Project Statement
Antioch Committee for Racial Equality (ACRE): Documenting Antioch at the Vanguard of the Civil Rights Movement
This collection of oral histories and associated digital ephemera documents the actions of Antioch students during a period of tumultuous American history that brought Antioch College into the spotlight of national news. In 1964, The New York Times hailed Antioch College as being “at the vanguard of the civil rights movement.” That March, students’ ongoing demonstrations to protest a local barber’s refusal to cut black hair erupted into an event called a “riot” in national news. In June, the brother and two friends of Antioch College students would leave the cultural milieu of campus and Yellow Springs and head to the deep south to organize voting registration. Their disappearance in Mississippi would catalyze federal involvement in racial tensions previously left to the states, triggering federal involvement and a tidal change in the civil rights movement. In March of 1964 congress passed the public accommodations act requiring businesses to offer services to any potential customer regardless of race or other protected classes.

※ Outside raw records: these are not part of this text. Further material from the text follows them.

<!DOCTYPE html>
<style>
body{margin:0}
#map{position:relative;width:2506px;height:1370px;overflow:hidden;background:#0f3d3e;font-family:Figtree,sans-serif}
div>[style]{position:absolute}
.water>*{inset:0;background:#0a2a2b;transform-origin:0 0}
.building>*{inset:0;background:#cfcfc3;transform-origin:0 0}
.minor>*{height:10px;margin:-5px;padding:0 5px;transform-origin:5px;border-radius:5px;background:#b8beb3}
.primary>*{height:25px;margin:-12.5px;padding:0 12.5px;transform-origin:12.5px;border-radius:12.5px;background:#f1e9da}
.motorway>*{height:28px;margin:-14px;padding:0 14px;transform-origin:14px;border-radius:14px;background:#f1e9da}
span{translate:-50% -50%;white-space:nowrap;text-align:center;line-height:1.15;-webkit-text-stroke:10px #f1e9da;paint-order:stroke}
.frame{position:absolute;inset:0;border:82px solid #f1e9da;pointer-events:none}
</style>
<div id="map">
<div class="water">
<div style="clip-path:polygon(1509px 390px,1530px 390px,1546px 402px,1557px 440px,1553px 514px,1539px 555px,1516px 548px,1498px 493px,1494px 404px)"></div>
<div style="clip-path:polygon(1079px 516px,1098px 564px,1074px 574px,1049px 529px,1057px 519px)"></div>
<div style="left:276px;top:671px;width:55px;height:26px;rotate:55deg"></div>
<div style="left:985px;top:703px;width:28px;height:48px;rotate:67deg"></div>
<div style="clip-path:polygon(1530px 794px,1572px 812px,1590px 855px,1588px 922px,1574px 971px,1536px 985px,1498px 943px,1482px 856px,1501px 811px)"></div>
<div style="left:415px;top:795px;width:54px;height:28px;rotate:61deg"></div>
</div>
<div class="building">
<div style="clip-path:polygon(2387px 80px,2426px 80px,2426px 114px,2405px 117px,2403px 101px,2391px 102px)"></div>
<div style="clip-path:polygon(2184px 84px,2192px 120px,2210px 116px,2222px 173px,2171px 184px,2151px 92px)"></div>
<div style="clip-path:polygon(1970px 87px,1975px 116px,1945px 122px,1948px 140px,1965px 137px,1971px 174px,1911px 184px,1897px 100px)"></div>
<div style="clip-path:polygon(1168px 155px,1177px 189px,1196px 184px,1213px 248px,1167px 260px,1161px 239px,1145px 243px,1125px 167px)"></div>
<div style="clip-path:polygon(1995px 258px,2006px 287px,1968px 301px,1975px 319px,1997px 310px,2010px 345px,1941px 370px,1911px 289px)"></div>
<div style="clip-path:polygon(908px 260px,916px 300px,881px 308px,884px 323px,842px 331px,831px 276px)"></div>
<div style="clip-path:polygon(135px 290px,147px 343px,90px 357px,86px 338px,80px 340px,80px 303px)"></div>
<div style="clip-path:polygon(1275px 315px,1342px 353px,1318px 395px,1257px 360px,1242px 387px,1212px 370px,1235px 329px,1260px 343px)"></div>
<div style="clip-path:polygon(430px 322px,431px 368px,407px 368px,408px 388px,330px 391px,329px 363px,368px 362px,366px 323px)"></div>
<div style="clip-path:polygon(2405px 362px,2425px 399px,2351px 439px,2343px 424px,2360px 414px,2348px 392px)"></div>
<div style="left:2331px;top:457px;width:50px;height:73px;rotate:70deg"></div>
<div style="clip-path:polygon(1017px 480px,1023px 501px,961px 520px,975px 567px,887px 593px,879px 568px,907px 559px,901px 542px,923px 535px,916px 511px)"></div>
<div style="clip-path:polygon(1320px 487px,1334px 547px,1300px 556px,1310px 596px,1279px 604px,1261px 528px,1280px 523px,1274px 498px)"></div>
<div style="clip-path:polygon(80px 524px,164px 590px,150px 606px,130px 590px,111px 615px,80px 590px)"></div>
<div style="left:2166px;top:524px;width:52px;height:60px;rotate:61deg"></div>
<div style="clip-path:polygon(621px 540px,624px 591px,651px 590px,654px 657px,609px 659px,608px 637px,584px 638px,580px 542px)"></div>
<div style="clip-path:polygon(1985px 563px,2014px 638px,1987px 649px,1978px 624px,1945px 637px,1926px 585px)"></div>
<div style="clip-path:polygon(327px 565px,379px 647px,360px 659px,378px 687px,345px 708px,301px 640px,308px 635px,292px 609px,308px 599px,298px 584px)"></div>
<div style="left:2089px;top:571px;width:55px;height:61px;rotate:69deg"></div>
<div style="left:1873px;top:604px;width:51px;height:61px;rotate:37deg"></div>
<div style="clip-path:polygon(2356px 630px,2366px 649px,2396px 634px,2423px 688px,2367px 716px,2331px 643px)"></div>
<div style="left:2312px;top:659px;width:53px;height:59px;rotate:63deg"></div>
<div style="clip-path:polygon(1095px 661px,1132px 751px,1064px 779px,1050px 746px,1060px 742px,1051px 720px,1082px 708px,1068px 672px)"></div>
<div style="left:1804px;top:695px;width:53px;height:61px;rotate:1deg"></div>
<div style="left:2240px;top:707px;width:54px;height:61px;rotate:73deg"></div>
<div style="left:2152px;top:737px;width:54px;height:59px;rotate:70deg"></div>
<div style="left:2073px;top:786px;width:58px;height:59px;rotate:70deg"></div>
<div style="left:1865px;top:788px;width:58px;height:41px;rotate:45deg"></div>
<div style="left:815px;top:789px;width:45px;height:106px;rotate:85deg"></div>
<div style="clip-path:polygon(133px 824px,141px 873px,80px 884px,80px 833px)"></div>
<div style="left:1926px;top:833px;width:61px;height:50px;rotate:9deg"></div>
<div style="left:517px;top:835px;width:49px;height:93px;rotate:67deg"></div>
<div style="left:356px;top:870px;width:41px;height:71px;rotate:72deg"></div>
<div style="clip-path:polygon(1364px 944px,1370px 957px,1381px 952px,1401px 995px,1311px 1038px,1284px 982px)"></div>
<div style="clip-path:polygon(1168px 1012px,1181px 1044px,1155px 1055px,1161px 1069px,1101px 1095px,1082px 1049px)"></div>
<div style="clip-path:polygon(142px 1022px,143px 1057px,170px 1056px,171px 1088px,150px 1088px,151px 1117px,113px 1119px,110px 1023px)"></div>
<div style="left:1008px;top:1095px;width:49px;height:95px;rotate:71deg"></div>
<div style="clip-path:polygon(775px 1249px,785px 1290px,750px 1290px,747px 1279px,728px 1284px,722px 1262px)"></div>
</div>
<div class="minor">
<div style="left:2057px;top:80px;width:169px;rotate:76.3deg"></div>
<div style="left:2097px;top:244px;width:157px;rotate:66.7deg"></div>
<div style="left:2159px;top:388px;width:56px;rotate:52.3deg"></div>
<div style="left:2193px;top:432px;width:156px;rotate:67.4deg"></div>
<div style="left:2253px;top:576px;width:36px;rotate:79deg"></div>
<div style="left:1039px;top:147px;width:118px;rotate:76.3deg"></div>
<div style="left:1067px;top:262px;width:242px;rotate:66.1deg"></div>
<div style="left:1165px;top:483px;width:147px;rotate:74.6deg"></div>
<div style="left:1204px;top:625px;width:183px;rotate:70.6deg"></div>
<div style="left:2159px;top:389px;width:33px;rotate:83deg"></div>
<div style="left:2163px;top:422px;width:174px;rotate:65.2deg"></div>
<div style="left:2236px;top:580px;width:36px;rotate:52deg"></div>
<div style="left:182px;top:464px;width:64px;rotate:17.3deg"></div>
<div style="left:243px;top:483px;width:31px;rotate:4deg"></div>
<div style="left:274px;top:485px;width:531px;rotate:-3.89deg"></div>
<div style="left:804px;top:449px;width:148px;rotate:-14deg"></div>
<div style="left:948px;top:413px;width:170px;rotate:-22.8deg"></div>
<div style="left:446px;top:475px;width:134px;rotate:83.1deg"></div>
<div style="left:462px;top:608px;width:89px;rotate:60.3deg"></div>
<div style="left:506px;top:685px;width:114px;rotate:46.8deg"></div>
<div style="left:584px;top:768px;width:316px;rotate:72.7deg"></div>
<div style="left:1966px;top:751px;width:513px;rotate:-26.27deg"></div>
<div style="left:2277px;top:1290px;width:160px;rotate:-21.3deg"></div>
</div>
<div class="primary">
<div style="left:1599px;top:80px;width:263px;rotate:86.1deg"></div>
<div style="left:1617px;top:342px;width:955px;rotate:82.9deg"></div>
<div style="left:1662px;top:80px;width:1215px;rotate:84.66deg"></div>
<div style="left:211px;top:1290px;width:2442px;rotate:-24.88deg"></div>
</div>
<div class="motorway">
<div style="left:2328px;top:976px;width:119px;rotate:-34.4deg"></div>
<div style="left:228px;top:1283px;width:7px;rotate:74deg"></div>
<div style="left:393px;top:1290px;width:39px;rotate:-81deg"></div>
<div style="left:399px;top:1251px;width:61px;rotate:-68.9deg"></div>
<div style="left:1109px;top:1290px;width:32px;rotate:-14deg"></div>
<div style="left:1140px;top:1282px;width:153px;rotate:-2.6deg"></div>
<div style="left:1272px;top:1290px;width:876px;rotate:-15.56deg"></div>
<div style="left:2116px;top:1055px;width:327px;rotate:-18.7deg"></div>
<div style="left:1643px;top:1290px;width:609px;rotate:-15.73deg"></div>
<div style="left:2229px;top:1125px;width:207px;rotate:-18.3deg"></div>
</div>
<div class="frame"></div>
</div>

That same year the Antioch Committee for Racial Equality(ACRE) began organizing sit-ins to force Gegner’s Barbershop to stop denying services to African Americans. These interviews are recordings of the events and experiences of some of the actors involved in the sit ins and the following conflicts that involved not only the local police but the surrounding county police forces.
There is to varying degree still conflict between Yellow Springs and its surrounding towns and counties as a result from the invasion of neighboring police forces during the subsequent “riot” that followed.